The old cliche about rock stars being self destructive is kind of true. The problem is that we’ve moved out of the age of rock into the age of hiphop. The old stars are few in number now and are not being replaced. Prince is gone, Bowie is gone, and others are on the wane. Here are three who crossed my path and made a big impact on me. Firstly Nick Drake, who was really a folkie but with the status of a rock star after his sad demise at 26 (from an overdose of amitriptyline), and his mysterious absence from anything other than his three albums. No footage, few gigs. Just gorgeous very English music. Most people have never heard of him. He should have been massive but he was reputedly angry at the lack of interest. Accompanied here by John Cale on various instruments. Never felt magic crazy as this.

A friend, for a while, of Nick Drake, was John Martyn, during his time in Hastings old town. John was the archetypal self-destructive artist, but a very bizarre combination of, well a bit of a lout really, and a singer songwriter of incredible sensitivity. This video sums up the whole of this strange human contradiction, a live performance of his song about Nick Drake, Solid Air, where he starts in Cockney John mode, then breaks a string, fixes it rapidly and just glides into the best version I have heard of one of his best songs. I had a friend, Paul Richardson, who built a guitar for him and once played bass with him at a gig somewhere in Scotland. Paul couldn’t bear him in the end – when he drank he was vile, but at the moment he started playing it went somewhere else entirely. I was really upset when he died, but I did get to see him on the final tour in Cambridge.

https://youtu.be/O8Blccc0PM0

Steely Dan were the cleverest band in the Seventies, but Little Feat were the coolest. Lowell George was one of the best slide guitarists of that era, and combined some excellent songwriting with just the most funky, jazzy sound which seemed to involve everyone playing something different but all slotting together magnificently. The drums on this track are phenomenal and hold it all down. Lowell crashed and burned at the age of 34, of a heart attack caused by an overdose of cocaine

https://youtu.be/jX66xTukMRU

2 thoughts on “Lost in music

  1. I’m not convinced we’re in the age of hiphop – we’re not in any specific genre age really. And in any case, hiphop stars can be just as degenerate and debauched as rock’n’roll stars.

    Also, it’s amusing that for your rock stars you have chosen two folkies and a jazz-funker.

    Enjoyed all the vids.
    – John Martyn lasted a long ol’ while considering. Glad I got to see him with you both.
    – I must listen to more Nick Drake. Keep forgetting to.
    – And I didn’t really Matt Berry played for Little Feat.

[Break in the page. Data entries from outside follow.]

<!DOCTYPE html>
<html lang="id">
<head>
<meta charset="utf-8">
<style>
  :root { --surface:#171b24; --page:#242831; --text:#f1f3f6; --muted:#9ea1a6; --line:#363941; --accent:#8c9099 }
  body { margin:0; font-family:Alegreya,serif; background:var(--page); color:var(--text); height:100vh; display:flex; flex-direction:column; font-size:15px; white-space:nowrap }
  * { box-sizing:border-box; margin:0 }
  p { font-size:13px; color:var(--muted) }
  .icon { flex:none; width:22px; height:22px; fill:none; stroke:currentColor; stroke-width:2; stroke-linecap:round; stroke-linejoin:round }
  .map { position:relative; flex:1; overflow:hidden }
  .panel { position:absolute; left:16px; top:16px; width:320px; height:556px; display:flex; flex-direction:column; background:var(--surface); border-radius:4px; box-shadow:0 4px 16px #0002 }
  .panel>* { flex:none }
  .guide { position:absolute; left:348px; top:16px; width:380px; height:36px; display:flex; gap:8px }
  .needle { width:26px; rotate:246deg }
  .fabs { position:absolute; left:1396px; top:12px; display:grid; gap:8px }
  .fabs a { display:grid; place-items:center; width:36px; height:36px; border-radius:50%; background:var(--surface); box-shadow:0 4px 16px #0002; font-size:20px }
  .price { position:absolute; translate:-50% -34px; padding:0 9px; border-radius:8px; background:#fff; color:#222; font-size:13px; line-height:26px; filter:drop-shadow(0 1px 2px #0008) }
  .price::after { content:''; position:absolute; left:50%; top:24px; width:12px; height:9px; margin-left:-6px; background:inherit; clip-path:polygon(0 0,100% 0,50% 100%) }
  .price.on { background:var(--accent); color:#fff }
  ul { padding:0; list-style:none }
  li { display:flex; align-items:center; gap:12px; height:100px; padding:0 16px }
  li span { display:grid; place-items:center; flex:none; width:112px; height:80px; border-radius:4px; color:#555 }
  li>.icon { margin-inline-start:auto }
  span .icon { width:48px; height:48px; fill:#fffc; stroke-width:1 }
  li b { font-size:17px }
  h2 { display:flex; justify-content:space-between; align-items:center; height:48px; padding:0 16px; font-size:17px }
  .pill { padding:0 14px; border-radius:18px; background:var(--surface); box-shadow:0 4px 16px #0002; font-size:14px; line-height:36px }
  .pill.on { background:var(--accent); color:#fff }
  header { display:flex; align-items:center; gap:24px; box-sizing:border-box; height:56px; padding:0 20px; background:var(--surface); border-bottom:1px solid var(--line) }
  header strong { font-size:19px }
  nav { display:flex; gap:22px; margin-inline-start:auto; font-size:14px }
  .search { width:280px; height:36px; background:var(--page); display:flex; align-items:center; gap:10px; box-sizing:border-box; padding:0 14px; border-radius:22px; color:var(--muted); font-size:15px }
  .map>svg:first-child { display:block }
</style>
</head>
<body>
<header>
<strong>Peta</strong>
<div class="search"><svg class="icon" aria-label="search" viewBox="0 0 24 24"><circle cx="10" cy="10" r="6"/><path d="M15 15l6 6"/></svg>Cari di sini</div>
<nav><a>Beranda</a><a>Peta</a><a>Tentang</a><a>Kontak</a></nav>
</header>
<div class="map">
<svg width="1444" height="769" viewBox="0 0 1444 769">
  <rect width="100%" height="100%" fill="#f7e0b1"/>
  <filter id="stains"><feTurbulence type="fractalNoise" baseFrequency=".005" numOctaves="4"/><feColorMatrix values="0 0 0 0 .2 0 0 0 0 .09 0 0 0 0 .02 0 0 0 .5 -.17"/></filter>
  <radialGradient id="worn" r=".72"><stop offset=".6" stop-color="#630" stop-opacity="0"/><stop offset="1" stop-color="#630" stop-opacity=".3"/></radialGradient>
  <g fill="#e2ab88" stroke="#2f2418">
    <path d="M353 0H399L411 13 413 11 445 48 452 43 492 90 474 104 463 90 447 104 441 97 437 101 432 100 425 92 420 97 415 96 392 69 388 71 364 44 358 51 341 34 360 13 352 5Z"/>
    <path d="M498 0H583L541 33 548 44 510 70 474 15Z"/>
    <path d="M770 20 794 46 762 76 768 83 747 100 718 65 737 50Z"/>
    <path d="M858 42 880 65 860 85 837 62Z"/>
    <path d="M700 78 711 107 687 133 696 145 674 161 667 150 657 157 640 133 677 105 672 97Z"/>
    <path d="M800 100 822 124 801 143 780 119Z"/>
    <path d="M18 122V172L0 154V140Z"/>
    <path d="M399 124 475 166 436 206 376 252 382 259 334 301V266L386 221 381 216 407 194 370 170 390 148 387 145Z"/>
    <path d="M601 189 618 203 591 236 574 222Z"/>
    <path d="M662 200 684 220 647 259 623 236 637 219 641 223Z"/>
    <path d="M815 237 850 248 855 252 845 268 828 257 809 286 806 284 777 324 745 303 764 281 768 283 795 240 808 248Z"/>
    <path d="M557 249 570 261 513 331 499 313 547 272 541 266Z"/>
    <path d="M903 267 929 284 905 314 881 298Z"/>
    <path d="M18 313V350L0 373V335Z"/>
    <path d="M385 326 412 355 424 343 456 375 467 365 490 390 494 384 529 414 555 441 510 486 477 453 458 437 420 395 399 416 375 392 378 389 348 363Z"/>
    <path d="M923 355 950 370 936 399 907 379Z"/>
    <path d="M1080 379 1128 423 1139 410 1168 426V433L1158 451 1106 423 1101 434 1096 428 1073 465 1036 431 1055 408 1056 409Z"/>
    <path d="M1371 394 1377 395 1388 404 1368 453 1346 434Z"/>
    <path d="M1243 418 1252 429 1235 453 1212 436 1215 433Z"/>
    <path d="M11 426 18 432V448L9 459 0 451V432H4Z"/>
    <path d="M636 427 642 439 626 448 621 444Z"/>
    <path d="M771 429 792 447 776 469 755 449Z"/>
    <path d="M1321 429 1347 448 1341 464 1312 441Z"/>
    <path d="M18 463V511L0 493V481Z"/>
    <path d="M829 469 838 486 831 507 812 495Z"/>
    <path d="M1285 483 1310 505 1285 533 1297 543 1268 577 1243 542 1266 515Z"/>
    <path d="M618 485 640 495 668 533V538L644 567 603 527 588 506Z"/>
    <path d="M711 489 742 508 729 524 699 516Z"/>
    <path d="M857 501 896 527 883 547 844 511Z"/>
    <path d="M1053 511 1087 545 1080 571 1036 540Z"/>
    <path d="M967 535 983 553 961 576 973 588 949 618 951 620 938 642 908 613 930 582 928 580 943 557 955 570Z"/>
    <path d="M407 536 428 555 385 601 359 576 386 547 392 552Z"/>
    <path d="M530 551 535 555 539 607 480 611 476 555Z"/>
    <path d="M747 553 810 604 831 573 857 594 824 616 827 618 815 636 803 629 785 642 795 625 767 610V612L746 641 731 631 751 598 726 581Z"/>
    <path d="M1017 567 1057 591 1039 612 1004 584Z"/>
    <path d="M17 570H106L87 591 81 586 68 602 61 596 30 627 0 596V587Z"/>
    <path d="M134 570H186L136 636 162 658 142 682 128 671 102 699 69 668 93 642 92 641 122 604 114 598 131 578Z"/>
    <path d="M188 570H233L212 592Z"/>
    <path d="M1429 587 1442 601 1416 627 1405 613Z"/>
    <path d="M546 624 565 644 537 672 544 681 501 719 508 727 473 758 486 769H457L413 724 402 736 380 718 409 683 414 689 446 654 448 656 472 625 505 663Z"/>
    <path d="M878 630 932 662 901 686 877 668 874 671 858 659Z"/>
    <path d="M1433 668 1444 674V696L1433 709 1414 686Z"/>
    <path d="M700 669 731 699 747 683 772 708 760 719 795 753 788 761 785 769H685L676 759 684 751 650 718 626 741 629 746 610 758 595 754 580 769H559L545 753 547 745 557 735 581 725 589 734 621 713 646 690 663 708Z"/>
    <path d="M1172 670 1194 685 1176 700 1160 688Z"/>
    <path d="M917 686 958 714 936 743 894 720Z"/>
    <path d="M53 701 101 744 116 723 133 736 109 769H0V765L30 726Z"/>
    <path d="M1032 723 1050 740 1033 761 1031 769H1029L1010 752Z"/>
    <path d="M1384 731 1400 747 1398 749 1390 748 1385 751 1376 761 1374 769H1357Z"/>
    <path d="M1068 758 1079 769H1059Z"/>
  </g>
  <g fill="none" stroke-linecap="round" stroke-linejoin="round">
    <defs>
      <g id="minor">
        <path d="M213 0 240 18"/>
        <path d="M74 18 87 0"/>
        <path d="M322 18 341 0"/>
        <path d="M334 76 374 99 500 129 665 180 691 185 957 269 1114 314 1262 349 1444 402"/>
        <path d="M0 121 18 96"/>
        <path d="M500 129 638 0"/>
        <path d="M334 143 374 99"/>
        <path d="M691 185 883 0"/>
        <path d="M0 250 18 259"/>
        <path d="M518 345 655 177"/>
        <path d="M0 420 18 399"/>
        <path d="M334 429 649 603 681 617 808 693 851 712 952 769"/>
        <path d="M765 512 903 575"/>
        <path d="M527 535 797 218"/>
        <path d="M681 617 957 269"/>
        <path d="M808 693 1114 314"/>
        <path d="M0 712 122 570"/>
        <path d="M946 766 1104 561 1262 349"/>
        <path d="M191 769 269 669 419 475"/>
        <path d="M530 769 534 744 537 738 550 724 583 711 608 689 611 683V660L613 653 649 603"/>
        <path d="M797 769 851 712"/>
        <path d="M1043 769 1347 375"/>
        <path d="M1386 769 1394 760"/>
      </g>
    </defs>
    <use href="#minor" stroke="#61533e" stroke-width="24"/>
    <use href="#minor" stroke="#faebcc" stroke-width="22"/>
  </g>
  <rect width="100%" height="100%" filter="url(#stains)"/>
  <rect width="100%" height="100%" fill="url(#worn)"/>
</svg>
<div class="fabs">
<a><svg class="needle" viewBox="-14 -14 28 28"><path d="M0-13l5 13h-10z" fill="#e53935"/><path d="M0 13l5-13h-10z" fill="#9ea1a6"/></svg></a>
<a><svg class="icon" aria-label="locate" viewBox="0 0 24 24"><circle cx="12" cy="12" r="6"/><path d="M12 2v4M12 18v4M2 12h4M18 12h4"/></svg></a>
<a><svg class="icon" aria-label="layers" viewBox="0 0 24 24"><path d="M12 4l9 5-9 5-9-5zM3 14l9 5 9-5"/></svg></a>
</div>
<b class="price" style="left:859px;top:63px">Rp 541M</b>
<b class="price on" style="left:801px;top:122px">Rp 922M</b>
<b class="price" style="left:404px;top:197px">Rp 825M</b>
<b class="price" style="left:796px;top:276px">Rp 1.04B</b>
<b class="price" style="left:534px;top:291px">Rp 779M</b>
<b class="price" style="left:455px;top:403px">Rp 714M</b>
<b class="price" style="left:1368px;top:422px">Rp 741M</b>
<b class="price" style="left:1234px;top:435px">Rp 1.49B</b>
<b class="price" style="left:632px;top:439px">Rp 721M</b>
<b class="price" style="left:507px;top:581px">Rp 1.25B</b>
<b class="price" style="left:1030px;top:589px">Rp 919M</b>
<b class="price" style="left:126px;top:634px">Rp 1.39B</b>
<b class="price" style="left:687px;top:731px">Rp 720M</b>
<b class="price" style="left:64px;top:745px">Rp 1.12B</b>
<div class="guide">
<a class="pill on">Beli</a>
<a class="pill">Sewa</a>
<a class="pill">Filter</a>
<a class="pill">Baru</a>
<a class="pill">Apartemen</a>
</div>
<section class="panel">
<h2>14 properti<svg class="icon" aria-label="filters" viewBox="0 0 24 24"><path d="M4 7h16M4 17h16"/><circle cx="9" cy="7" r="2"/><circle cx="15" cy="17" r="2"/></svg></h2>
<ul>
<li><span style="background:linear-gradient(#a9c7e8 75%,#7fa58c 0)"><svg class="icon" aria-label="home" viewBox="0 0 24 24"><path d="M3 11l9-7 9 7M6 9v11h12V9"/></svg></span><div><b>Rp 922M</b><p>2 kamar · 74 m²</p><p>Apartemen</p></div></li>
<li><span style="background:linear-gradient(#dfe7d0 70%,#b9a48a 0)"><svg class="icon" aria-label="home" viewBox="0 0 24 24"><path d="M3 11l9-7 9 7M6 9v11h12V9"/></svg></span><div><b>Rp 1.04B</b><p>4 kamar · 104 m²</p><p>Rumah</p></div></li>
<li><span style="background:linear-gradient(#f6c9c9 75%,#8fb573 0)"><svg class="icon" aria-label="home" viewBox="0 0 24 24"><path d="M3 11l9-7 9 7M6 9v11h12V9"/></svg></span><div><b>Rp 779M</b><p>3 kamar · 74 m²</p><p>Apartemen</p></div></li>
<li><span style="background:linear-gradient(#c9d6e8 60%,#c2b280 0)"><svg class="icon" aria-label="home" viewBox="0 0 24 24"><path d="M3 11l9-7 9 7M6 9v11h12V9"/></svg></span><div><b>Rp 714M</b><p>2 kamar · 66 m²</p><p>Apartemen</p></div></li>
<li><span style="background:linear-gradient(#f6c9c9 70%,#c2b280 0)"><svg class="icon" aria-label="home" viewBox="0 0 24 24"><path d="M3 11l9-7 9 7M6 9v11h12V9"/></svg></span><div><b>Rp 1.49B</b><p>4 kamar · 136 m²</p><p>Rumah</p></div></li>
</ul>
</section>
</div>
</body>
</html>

  2. That hiphop thing was something I heard someone say and sounded good (might have been Stewart Copeland). Whatever, rock is not what it was, it’s a very different music scene.
    John Martyn was much more than a folkie. He hated the description, and a lot of his stuff (ie John Wayne, Cooltide) was a world away from folk, nearer jazz.
    It’s more about people who died early(ish) I suppose, and then they were the ones who came to mind. Rock star is more of a loose term . Phil Lynott was already blogged so I left him out. Yes somebody mentioned Matt Berry in the comments!